[Saved data entries]
Content starts

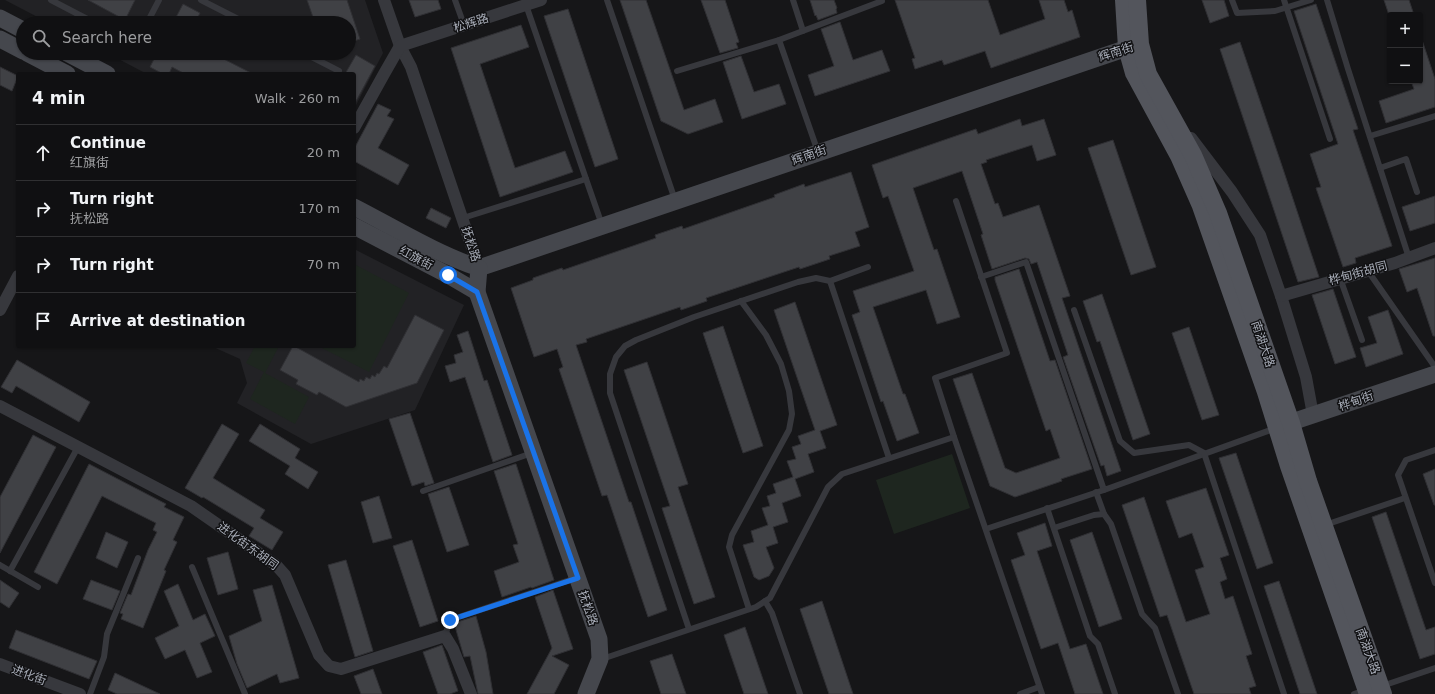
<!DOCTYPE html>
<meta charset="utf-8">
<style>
body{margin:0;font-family:"DejaVu Sans","Noto Sans SC",sans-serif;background:#1e1e20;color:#f1f3f6}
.controls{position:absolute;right:12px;top:12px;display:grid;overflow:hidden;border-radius:4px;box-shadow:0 1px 3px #0004}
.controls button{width:36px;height:36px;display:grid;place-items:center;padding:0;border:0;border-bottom:1px solid #303032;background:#101012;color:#f1f3f6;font:20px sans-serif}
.stop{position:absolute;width:12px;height:12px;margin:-9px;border:3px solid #1a73e8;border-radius:50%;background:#fff}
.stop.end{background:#1a73e8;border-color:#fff;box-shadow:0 1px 4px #0008}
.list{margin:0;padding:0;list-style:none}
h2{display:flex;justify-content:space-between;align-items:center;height:52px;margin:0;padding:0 16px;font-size:17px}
h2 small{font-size:13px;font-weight:400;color:#9c9d9f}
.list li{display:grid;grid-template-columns:26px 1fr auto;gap:12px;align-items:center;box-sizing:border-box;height:56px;padding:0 16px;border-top:1px solid #303032}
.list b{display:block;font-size:15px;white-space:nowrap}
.list p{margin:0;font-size:13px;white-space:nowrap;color:#9c9d9f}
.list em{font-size:13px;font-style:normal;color:#9c9d9f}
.icon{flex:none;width:22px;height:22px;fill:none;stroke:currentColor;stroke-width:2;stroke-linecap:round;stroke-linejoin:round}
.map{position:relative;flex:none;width:1435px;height:694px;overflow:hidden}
.search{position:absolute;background:#101012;box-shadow:0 1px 3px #0004;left:16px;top:16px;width:340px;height:44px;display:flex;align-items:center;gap:10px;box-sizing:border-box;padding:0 14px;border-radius:22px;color:#9c9d9f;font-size:15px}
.panel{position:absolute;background:#101012;box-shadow:0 1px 3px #0004;left:16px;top:72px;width:340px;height:276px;border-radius:4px}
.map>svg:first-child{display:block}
</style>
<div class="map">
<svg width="1435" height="694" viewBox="0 0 1435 694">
<rect width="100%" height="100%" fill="#161618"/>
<g fill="#222225">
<polygon points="5,0 365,0 383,53 354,109 354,74 147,74 107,53 349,53 349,23 49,23"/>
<polygon points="354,249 464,305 415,410 311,444 237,403 247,383 240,359 211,346 354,346"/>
</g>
<g fill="#1e261f">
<polygon points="354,264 409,293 369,372 318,346 354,346"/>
<polygon points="255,346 279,346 265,373 309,397 295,424 250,399 264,372 246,363"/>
<polygon points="952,454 970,508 894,534 876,480"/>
</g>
<g fill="#404145" stroke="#303034">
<polygon points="88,0 135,0 125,20"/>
<polygon points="307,0 347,0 360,39 349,43 349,23 315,23"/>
<polygon points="409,0 438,0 441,9 415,17"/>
<polygon points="620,0 646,0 684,110 715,99 723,122 688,134 661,121"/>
<polygon points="701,0 725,0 739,42 736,43 738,48 720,53"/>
<polygon points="810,0 834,0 837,8 836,9 837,13 818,20 816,15 815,16"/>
<polygon points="895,0 988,0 1000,35 1045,19 1039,0 1064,0 1068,12 1072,10 1080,37 991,68 985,51 944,65 942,60 915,69 912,59 915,58"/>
<polygon points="1202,0 1224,0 1229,16 1210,23"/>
<polygon points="1384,0 1409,0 1414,15 1389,15"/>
<polygon points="183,4 200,13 195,23 173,23"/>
<polygon points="1316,4 1358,129 1353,130 1392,246 1355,258 1356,263 1343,267 1316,188 1321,187 1310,154 1338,144 1294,11"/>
<polygon points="568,9 618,159 595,167 544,16"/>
<polygon points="840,22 853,60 882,50 890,71 815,96 808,75 834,66 821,29"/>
<polygon points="521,25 529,47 480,64 515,168 565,151 573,172 500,197 451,48"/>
<polygon points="1420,40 1422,40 1435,79 1435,107 1386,123 1379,101 1414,89 1411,81 1420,81"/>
<polygon points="1240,42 1281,163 1319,277 1298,282 1220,49"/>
<polygon points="157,53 212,53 253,74 185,74 172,67 169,74 163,74 150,67"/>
<polygon points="356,55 375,66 354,105 354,74 345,74"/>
<polygon points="741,56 754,92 779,84 786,104 742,119 723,62"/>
<polygon points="0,67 18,76 12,91 0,85"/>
<polygon points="378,104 391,110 387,116 394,119 378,148 409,165 398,185 354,161 354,149"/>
<polygon points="1020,119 1022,126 1044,119 1056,155 1037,161 1032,145 986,160 987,162 981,164 995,204 998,203 1003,217 1039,205 1070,296 1062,298 1121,471 1107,476 1104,465 1101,466 1063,357 1068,355 1037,262 1031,264 1029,259 1025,258 992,269 981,235 983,234 962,171 913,188 934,250 937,249 960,317 937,324 926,290 873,307 903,394 905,394 919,433 897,441 883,401 881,402 852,315 860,312 853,291 914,271 888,196 883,198 872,165 976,129 978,134"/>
<polygon points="1113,140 1156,267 1131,275 1088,148"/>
<polygon points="851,172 869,227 855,232 860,246 829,256 830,259 800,269 799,267 706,298 707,301 681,310 680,307 586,339 587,342 576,345 629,502 631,502 667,610 648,617 607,495 602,496 559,369 563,367 557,349 534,357 511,288 533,280 533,278 562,268 563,270 656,238 655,235 682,226 683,229 775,197 774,195 804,184 805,187"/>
<polygon points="1435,196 1435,223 1410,231 1402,207"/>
<polygon points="431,208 451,218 446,228 426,218"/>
<polygon points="1435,258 1435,336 1433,336 1417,288 1407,292 1399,269"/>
<polygon points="1019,269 1050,361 1055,360 1092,469 1061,479 1062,481 1015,497 990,486 953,379 972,373 1005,468 1016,473 1060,458 1050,429 1046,431 995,280 995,277"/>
<polygon points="1333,289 1356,357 1335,364 1312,295"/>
<polygon points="1102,294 1150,434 1133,440 1100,341 1097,342 1083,301"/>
<polygon points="795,302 837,425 820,431 826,448 808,454 814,472 795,479 801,496 782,503 788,522 773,527 778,543 766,547 774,568 769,576 759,580 754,577 743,545 754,542 751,531 768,525 762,508 770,506 767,496 776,493 773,484 793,477 787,461 796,459 792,447 801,444 798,436 815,430 774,310"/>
<polygon points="1388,310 1403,354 1366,367 1360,348 1377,343 1368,317"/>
<polygon points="415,315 444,330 417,383 346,407 319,392 317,395 296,384 298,380 280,370 293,346 294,346 359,382 360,379 364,381 366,377 370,379 372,375 375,377 377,373 379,374 384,366 387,368"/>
<polygon points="723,326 763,446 743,453 703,333"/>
<polygon points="1189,327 1219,415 1202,420 1172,333"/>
<polygon points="468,331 484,381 487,380 512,455 493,462 465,377 450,382 445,366 456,363 454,355 463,352 457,335"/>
<polygon points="17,360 90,402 79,422 16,386 12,393 1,387"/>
<polygon points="647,362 688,484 678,487 715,597 694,604 662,508 670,506 624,370"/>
<polygon points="410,413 434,483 425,486 424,482 412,486 389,419"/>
<polygon points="222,424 239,434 213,478 265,510 260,518 283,532 272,550 249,536 254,528 203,497 202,498 185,488"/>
<polygon points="260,424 300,449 295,458 318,472 308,489 285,474 290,466 249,441"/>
<polygon points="33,435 56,447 0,553 0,497"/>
<polygon points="1236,453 1273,563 1257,569 1219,458"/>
<polygon points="89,464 166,504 164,507 184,517 173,540 177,542 164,570 166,571 143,628 121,619 123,614 120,613 128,594 131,595 148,550 157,532 153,530 156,523 102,496 57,584 34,572"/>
<polygon points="515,464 516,464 554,580 532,588 531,587 502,597 494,571 519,562 513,545 518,544 494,471"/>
<polygon points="1435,469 1435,505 1434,505 1423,474"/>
<polygon points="449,487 469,545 447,552 428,494"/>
<polygon points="1206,488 1229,555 1220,558 1227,579 1220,582 1225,599 1233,596 1252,654 1246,656 1256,686 1249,688 1251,694 1194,694 1167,615 1160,617 1122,505 1144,497 1186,622 1210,614 1195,570 1204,567 1192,533 1179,538 1166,501"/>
<polygon points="379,496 392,538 373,543 361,502"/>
<polygon points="1386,512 1426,630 1435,627 1435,654 1420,659 1372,517"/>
<polygon points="1045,523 1052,546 1037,551 1070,649 1086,644 1103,694 1075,694 1058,643 1041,649 1011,560 1025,555 1017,533"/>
<polygon points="106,532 128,542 117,568 96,558"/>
<polygon points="1092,532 1122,619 1099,627 1070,540"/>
<polygon points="412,540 438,621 420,627 393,546"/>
<polygon points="228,552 238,589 218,595 207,558"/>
<polygon points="346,560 373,651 355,657 328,565"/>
<polygon points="0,580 19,593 9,608 0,602"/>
<polygon points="91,580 120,591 112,610 83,599"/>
<polygon points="1279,581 1317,694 1300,694 1264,586"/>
<polygon points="178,584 193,620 205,614 215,636 200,643 212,672 197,678 185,650 165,659 155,638 179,626 164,591"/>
<polygon points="272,585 299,678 280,683 277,674 247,688 237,664 229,636 262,621 253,590"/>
<polygon points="553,590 573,649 552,656 569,665 554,694 527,694 552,648 535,597"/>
<polygon points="822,601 853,694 829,694 800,609"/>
<polygon points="476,616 486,652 493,694 478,694 470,656 464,657 454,623"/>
<polygon points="745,627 768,694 744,694 724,635"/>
<polygon points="16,630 97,661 89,679 9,648"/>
<polygon points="442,645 458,691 450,694 438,694 423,652"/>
<polygon points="672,654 686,694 661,694 650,661"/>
<polygon points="373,669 382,694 361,694 354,676"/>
<polygon points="115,673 160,694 117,694 108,690"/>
</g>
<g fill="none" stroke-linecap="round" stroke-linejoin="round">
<g stroke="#37383d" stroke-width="6">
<polyline points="51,0 95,23"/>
<polyline points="201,0 246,23"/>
<polyline points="455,0 464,25"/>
<polyline points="607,0 675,200"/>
<polyline points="793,0 803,31"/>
<polyline points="1232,0 1237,13 1275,11 1311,0"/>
<polyline points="1284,0 1330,139"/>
<polyline points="1327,0 1348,69 1409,258"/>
<polyline points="526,5 586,179"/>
<polyline points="147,23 159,0"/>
<polyline points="779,40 818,152"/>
<polyline points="304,53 339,71 337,74"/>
<polyline points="677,71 779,40 882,1"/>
<polyline points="1370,136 1435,116"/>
<polyline points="1380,168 1406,159 1417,192"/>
<polyline points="463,218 586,179 602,225"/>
<polyline points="1368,271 1435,367"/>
<polyline points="981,277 1026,262 1104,490 1276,428"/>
<polyline points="1340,278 1362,340"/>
<polyline points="830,281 889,458"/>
<polyline points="741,301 766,335 781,364 789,391 792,414 789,430 732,535 729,547 749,609"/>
<polyline points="1074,310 1120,441 1134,453 1189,445 1204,453 1284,694"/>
<polyline points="954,437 935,378 1007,353 956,201"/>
<polyline points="1435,450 1406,460 1398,475 1435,583"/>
<polyline points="423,491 532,453"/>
<polyline points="1096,492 1104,514"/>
<polyline points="1047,508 1090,636 1098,644 1115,694"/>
<polyline points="1325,525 1405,498"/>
<polyline points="1054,528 1094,515 1104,514 1111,524 1142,614 1155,628 1178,694"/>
<polyline points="986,529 1104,490"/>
<polyline points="0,565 38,587"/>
<polyline points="192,567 245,694"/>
<polyline points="10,571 78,447"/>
<polyline points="765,601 772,613 800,694"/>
<polyline points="689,629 610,393 610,374 616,357 625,346 636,340 694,317 798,282 816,278 830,281 868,267"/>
<polyline points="445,636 450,620 576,578"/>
<polyline points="602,659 756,607 770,598 828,487 842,474 954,437 1042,694"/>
<polyline points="1382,686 1435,668"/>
<polyline points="90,694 104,657 107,634 138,558"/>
<polyline points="1020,694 1039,687"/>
<polyline points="1354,694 1365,690"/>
</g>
<g stroke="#37383d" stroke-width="12">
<polyline points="384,0 400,46 411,67 479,268"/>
<polyline points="354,128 384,74 400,46 541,0"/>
<polyline points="1191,138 1232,192 1260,235 1281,296 1306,377 1313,415"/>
<polyline points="1281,296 1395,263 1435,248"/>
<polyline points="0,310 18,276"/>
<polyline points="0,406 191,506 276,565 285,575 319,655 329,666 341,669 445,636 453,649 471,694"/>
<polyline points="0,664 80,694"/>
</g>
<g stroke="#45474d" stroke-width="17">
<polyline points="0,18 23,30"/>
<polyline points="0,39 23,51"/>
<polyline points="27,53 67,74"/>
<polyline points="67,53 107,74"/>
<path d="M 354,207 C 395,228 435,253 479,268"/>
<polyline points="354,226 448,275 477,292"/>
<polyline points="479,268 1139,44"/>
<polyline points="479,268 477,292 599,639 600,659 586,694"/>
<polyline points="1277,427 1435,374"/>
</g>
<g stroke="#53555c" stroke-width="18">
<polyline points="1124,0 1127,48 1134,73 1179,156 1201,206 1266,392 1289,466 1368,694"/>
<polyline points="1137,0 1140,44 1148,74 1193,155 1218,213 1291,423 1308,481 1383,694"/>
</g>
</g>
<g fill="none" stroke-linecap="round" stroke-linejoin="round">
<polyline stroke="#1a73e8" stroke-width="5" points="448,275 477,292 578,578 450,620"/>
</g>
<g text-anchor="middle" stroke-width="3" stroke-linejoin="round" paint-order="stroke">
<g font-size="12" fill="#a8adb8" stroke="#111113">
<text transform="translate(471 23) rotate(-18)" y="4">松辉路</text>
<text transform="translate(1116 52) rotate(-18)" y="4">辉南街</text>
<text transform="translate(809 155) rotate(-19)" y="4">辉南街</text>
<text transform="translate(471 244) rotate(72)" y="4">抚松路</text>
<text transform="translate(416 258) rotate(28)" y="4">红旗街</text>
<text transform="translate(1358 273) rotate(-15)" y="4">桦甸街胡同</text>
<text transform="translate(1263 344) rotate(71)" y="4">南湖大路</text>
<text transform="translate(1356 401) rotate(-19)" y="4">桦甸街</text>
<text transform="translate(248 546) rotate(36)" y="4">进化街东胡同</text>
<text transform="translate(588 608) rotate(71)" y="4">抚松路</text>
<text transform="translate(1368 651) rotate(70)" y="4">南湖大路</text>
<text transform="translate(29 675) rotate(20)" y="4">进化街</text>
</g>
</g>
</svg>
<div class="controls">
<button>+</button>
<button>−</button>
</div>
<div class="stop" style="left:448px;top:275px"></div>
<div class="stop end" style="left:450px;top:620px"></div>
<div class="search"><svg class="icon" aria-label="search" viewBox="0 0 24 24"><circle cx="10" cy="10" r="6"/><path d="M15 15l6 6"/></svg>Search here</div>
<section class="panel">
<h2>4 min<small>Walk · 260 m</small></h2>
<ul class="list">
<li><svg class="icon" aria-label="ahead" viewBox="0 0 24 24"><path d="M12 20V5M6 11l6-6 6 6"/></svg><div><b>Continue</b><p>红旗街</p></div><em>20 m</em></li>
<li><svg class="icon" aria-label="right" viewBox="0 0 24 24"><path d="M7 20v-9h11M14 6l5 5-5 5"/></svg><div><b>Turn right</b><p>抚松路</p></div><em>170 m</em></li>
<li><svg class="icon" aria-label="right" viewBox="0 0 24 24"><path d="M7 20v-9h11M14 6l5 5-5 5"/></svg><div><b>Turn right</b></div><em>70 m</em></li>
<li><svg class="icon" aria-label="arrive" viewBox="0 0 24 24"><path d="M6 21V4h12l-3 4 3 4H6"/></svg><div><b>Arrive at destination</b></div></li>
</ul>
</section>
</div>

Content ends

WHAT THIS TASK INVOLVES: Across the records above, show each line containing the word "grid".

TASK OUTPUT:
.controls{position:absolute;right:12px;top:12px;display:grid;overflow:hidden;border-radius:4px;box-shadow:0 1px 3px #0004}
.controls button{width:36px;height:36px;display:grid;place-items:center;padding:0;border:0;border-bottom:1px solid #303032;background:#101012;color:#f1f3f6;font:20px sans-serif}
.list li{display:grid;grid-template-columns:26px 1fr auto;gap:12px;align-items:center;box-sizing:border-box;height:56px;padding:0 16px;border-top:1px solid #303032}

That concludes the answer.